◆ **Problem details**
Write exactly the lines running from the start of the material below to the line that includes "display:flex; align-items:center; gap:8px;", and include no pictures.

◆ **The records**
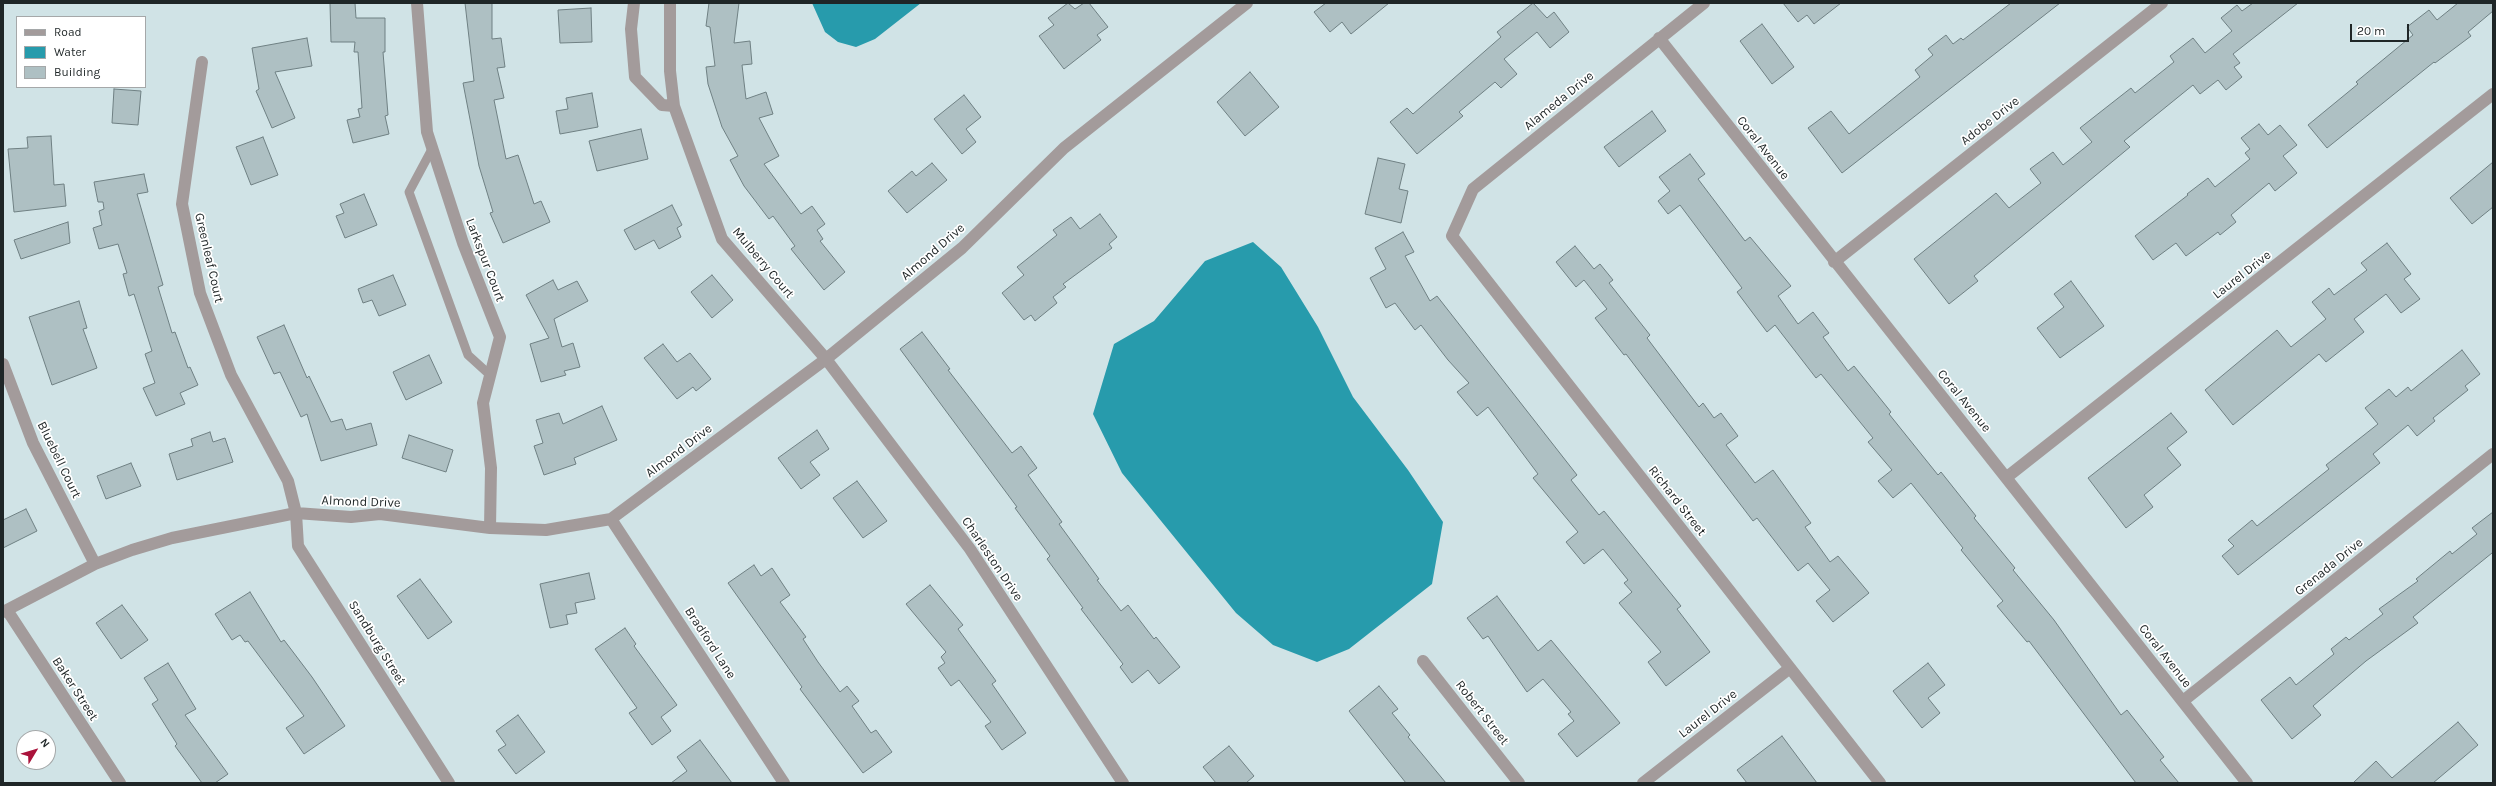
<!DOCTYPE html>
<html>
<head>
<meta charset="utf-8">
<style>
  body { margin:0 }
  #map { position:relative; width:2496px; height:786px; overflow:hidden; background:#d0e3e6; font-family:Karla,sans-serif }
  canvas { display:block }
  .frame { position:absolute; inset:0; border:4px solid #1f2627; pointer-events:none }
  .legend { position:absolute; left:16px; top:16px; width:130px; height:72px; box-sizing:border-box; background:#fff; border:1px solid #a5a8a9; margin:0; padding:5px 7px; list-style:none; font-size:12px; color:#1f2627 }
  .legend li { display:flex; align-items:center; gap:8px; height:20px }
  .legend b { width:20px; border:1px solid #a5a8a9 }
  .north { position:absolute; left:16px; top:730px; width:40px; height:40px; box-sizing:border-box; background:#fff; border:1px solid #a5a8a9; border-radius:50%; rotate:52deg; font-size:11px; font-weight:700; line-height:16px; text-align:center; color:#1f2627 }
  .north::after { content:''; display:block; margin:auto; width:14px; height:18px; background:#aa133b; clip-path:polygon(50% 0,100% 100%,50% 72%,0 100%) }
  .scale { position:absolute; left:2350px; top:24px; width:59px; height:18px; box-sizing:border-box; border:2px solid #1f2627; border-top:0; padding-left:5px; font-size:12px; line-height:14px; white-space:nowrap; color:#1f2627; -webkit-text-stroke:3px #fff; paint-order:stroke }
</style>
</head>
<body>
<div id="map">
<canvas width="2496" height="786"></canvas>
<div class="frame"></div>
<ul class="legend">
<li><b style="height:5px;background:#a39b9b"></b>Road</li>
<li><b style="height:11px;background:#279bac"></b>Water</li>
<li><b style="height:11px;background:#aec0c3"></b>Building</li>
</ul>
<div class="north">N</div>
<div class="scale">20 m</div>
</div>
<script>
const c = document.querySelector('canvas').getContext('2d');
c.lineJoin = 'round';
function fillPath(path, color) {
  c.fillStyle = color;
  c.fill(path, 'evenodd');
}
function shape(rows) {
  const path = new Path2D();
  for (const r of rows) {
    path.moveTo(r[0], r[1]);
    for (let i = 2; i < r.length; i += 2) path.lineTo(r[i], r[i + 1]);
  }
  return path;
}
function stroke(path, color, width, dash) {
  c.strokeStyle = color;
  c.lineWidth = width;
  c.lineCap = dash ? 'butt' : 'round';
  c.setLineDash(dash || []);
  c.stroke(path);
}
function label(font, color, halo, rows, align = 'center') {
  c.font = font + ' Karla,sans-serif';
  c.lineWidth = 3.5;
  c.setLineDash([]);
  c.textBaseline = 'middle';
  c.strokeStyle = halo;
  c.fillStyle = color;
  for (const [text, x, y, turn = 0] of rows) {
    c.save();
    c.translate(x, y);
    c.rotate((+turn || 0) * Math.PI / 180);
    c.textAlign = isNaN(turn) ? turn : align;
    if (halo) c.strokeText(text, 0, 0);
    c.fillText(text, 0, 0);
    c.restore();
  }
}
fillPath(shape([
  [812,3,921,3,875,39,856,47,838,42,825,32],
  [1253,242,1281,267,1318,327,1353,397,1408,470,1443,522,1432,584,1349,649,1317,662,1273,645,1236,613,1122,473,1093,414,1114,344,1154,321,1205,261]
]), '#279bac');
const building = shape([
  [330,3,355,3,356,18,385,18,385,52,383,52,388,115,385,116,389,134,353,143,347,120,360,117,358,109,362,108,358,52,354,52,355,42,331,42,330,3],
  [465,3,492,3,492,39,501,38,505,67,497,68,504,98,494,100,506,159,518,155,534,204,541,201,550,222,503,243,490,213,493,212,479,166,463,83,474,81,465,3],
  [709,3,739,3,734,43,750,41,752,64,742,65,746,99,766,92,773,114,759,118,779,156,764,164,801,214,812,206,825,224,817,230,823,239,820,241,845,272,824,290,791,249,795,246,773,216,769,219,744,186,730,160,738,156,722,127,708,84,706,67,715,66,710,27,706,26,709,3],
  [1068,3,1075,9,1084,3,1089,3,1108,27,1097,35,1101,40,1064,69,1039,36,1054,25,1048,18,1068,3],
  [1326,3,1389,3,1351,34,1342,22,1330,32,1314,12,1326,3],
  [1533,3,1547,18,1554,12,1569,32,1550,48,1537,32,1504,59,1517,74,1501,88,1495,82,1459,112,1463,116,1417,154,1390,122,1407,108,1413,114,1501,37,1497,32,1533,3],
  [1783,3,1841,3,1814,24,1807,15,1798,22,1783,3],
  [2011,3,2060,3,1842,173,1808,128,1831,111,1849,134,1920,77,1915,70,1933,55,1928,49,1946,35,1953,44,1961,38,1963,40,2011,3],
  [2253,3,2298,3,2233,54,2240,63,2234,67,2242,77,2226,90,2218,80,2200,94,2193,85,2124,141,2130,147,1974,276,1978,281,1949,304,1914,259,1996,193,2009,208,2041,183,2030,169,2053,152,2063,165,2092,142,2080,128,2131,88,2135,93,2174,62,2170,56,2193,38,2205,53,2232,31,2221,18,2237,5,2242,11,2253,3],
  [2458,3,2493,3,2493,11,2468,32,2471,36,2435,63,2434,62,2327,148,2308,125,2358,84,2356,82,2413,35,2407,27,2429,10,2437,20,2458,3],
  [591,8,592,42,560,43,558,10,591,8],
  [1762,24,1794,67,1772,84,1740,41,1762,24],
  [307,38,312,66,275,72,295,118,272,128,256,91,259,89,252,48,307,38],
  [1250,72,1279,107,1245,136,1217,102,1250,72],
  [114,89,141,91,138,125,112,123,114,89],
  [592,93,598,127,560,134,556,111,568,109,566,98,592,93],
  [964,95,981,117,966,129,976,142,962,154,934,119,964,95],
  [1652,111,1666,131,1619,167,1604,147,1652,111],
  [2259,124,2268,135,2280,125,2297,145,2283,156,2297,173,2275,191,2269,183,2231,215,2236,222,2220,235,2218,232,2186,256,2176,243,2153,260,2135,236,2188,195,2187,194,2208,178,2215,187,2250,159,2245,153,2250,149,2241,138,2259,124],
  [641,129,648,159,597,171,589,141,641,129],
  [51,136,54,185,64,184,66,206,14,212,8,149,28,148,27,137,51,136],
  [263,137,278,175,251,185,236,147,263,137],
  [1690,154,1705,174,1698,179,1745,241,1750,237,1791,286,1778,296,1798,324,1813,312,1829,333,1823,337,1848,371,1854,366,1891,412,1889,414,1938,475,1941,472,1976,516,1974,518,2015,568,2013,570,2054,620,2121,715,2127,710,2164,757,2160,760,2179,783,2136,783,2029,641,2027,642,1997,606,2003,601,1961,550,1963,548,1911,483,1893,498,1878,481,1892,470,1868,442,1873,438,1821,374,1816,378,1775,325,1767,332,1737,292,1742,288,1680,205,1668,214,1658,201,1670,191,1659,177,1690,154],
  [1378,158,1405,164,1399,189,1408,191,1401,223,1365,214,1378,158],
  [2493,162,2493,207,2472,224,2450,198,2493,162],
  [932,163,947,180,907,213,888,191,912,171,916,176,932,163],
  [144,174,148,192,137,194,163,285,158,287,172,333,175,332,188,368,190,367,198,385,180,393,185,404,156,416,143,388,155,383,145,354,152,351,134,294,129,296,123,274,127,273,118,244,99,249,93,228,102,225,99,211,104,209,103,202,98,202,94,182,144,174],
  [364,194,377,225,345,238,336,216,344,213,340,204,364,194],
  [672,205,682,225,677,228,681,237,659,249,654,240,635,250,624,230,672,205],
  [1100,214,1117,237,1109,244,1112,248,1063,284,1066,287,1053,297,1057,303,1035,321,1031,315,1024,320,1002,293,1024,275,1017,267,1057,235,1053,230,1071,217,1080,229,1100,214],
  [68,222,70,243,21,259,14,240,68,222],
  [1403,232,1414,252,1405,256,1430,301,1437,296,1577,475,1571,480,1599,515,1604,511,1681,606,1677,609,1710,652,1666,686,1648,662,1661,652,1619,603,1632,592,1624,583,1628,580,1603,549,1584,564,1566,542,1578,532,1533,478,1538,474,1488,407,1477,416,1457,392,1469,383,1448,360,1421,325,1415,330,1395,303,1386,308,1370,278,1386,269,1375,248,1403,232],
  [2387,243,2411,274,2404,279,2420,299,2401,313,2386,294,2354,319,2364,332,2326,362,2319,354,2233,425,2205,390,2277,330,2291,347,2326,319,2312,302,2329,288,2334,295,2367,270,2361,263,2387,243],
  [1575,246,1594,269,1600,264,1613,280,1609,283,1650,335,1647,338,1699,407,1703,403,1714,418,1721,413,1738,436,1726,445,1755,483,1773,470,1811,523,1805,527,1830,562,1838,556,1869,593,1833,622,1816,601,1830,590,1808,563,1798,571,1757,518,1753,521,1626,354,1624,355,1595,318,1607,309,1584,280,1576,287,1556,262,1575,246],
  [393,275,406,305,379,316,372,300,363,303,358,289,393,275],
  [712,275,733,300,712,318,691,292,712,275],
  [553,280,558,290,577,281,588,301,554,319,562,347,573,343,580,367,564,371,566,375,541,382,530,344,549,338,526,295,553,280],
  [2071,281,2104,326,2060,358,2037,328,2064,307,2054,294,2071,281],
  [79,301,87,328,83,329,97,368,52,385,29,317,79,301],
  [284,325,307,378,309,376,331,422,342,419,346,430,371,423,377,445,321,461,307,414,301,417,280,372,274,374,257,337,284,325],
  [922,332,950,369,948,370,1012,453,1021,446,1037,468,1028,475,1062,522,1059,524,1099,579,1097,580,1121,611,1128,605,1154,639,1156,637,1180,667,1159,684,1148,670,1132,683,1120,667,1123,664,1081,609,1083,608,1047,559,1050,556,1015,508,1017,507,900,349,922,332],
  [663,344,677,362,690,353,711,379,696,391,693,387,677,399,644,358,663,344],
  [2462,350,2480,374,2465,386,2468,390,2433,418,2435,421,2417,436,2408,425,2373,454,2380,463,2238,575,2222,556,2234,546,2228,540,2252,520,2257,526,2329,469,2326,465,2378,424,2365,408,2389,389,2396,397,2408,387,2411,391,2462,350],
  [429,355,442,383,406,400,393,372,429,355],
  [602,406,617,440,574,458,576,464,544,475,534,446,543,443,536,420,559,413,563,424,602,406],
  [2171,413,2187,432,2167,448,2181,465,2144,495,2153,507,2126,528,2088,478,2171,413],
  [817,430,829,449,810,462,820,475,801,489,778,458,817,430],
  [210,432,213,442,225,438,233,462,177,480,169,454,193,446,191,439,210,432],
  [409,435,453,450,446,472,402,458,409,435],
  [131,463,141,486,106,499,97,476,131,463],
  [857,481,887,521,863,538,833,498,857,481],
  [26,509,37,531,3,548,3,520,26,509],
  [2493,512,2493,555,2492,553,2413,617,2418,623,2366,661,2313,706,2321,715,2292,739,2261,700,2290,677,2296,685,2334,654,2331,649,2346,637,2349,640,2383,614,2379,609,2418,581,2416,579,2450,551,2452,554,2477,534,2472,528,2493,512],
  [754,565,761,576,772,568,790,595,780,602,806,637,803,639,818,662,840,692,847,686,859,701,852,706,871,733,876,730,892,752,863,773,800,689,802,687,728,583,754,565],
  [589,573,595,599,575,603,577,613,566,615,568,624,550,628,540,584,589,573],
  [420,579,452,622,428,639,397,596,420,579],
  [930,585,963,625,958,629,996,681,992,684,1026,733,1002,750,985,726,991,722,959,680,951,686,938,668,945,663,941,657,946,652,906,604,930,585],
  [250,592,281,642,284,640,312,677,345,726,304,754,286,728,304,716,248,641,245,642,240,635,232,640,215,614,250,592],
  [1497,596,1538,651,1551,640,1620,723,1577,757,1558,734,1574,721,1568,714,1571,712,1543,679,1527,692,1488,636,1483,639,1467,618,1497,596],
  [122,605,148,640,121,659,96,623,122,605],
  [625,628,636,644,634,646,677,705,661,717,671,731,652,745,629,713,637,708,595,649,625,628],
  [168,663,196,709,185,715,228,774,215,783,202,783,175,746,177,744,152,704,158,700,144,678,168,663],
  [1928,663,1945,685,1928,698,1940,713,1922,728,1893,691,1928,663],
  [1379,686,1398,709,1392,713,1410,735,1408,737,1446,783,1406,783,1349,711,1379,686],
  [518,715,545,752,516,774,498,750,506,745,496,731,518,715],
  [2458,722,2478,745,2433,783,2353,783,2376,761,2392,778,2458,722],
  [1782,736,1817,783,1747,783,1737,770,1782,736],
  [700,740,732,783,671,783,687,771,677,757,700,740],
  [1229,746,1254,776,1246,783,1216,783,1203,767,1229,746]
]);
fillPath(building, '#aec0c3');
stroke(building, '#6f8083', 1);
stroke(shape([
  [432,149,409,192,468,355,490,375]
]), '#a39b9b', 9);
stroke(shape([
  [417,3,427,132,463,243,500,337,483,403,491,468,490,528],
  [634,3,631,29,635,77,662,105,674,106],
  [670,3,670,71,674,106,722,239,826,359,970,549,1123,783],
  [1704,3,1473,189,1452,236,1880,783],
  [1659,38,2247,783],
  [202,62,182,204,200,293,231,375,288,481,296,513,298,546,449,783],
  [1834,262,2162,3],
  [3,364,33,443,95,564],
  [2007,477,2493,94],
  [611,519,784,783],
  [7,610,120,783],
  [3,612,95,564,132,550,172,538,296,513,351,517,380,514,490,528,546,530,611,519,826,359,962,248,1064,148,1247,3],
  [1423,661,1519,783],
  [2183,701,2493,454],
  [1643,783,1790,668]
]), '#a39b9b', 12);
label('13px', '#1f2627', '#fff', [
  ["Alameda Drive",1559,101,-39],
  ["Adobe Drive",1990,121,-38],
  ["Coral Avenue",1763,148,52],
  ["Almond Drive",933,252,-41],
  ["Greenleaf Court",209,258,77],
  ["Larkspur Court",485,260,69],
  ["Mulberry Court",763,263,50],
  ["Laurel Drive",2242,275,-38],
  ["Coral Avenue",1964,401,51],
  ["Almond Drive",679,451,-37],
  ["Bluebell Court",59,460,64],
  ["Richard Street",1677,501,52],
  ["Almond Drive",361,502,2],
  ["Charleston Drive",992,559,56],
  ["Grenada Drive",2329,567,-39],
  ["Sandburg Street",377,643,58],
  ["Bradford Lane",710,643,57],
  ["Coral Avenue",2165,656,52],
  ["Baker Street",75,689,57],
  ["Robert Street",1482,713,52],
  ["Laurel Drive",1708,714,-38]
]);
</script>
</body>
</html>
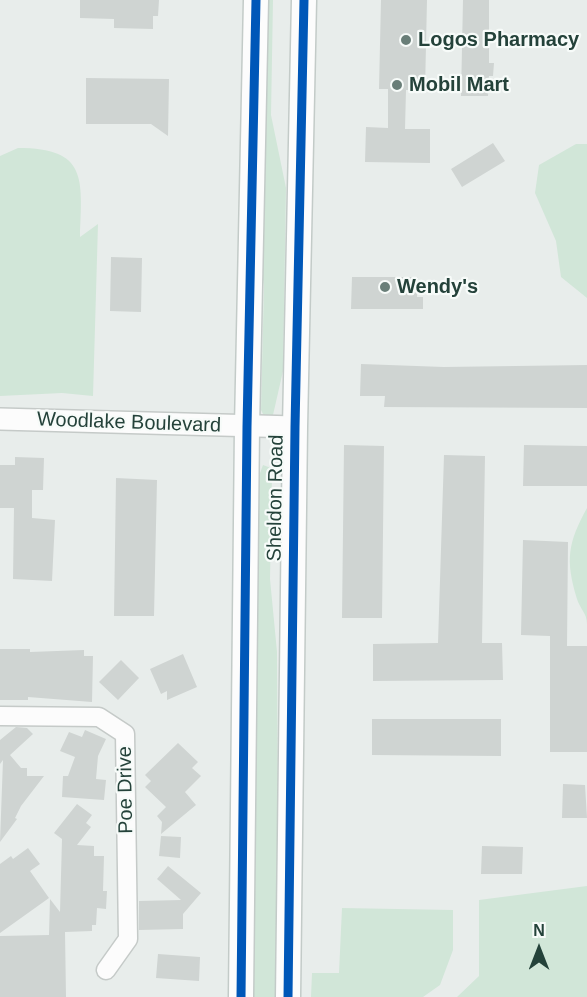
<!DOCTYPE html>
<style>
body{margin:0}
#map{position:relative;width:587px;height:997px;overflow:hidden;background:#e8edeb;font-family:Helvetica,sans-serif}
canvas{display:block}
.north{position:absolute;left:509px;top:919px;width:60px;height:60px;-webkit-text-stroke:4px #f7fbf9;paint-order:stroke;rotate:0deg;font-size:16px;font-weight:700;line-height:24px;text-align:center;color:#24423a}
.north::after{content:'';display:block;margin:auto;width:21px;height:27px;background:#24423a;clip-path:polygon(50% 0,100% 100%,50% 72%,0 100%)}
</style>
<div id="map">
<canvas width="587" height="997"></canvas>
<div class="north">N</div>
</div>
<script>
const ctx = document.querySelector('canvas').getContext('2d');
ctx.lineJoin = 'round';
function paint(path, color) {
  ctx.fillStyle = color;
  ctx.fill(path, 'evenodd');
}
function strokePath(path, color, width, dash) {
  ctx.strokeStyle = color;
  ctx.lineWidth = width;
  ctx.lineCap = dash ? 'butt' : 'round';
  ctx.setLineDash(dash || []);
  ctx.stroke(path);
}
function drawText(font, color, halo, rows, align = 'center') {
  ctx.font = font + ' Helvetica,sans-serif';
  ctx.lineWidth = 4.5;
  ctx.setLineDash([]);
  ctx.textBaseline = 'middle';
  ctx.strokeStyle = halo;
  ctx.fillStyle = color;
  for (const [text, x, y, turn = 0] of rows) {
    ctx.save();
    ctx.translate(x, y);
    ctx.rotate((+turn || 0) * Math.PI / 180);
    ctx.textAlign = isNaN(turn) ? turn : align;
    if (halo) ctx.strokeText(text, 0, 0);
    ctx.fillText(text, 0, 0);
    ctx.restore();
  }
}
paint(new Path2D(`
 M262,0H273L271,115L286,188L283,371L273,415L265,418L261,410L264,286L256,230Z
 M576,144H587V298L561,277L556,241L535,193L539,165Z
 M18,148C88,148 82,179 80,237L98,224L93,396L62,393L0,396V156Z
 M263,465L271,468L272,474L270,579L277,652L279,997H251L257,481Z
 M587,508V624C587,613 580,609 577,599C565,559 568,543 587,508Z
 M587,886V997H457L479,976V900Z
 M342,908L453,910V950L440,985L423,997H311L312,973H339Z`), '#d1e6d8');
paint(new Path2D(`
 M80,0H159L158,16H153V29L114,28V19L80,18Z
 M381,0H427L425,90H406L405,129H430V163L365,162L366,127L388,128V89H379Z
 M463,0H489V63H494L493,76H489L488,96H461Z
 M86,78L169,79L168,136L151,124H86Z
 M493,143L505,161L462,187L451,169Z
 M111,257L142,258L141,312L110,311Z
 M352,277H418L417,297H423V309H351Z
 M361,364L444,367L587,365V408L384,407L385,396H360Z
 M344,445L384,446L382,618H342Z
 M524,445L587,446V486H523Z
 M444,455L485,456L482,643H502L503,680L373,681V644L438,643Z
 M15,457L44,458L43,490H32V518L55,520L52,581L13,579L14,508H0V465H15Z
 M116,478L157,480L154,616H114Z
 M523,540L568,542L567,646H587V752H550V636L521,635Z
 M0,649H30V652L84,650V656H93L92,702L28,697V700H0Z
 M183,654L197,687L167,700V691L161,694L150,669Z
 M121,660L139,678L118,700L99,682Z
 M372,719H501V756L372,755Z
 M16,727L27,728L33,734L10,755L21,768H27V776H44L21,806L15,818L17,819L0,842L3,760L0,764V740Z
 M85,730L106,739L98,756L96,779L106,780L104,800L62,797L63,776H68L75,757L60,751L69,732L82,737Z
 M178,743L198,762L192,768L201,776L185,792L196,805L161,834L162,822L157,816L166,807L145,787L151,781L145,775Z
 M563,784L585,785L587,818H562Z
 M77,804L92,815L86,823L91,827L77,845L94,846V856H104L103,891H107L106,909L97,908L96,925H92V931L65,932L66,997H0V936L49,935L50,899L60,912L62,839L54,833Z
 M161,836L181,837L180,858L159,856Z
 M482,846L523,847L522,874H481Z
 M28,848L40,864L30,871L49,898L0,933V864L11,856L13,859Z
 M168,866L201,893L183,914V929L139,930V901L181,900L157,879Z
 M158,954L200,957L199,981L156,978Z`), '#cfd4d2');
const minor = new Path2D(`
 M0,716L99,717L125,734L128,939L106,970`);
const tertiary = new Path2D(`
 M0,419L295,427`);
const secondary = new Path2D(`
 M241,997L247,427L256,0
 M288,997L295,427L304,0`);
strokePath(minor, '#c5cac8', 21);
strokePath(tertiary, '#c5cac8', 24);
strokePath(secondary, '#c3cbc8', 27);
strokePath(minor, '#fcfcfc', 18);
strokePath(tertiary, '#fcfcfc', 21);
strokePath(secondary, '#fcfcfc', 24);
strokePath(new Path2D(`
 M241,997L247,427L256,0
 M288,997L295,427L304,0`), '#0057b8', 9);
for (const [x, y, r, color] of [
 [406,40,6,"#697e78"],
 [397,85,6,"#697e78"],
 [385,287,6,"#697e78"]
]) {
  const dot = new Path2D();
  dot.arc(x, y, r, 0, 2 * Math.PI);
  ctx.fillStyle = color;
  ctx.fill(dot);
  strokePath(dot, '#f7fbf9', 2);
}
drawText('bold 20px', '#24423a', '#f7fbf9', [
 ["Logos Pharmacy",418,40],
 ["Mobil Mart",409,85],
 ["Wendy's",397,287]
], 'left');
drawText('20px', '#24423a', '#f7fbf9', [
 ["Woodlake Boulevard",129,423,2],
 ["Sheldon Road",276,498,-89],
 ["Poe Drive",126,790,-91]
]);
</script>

◆ **Response to the task**
<!DOCTYPE html>
<html>
<head>
<meta charset="utf-8">
<style>
  body { margin:0 }
  #map { position:relative; width:2496px; height:786px; overflow:hidden; background:#d0e3e6; font-family:Karla,sans-serif }
  canvas { display:block }
  .frame { position:absolute; inset:0; border:4px solid #1f2627; pointer-events:none }
  .legend { position:absolute; left:16px; top:16px; width:130px; height:72px; box-sizing:border-box; background:#fff; border:1px solid #a5a8a9; margin:0; padding:5px 7px; list-style:none; font-size:12px; color:#1f2627 }
  .legend li { display:flex; align-items:center; gap:8px; height:20px }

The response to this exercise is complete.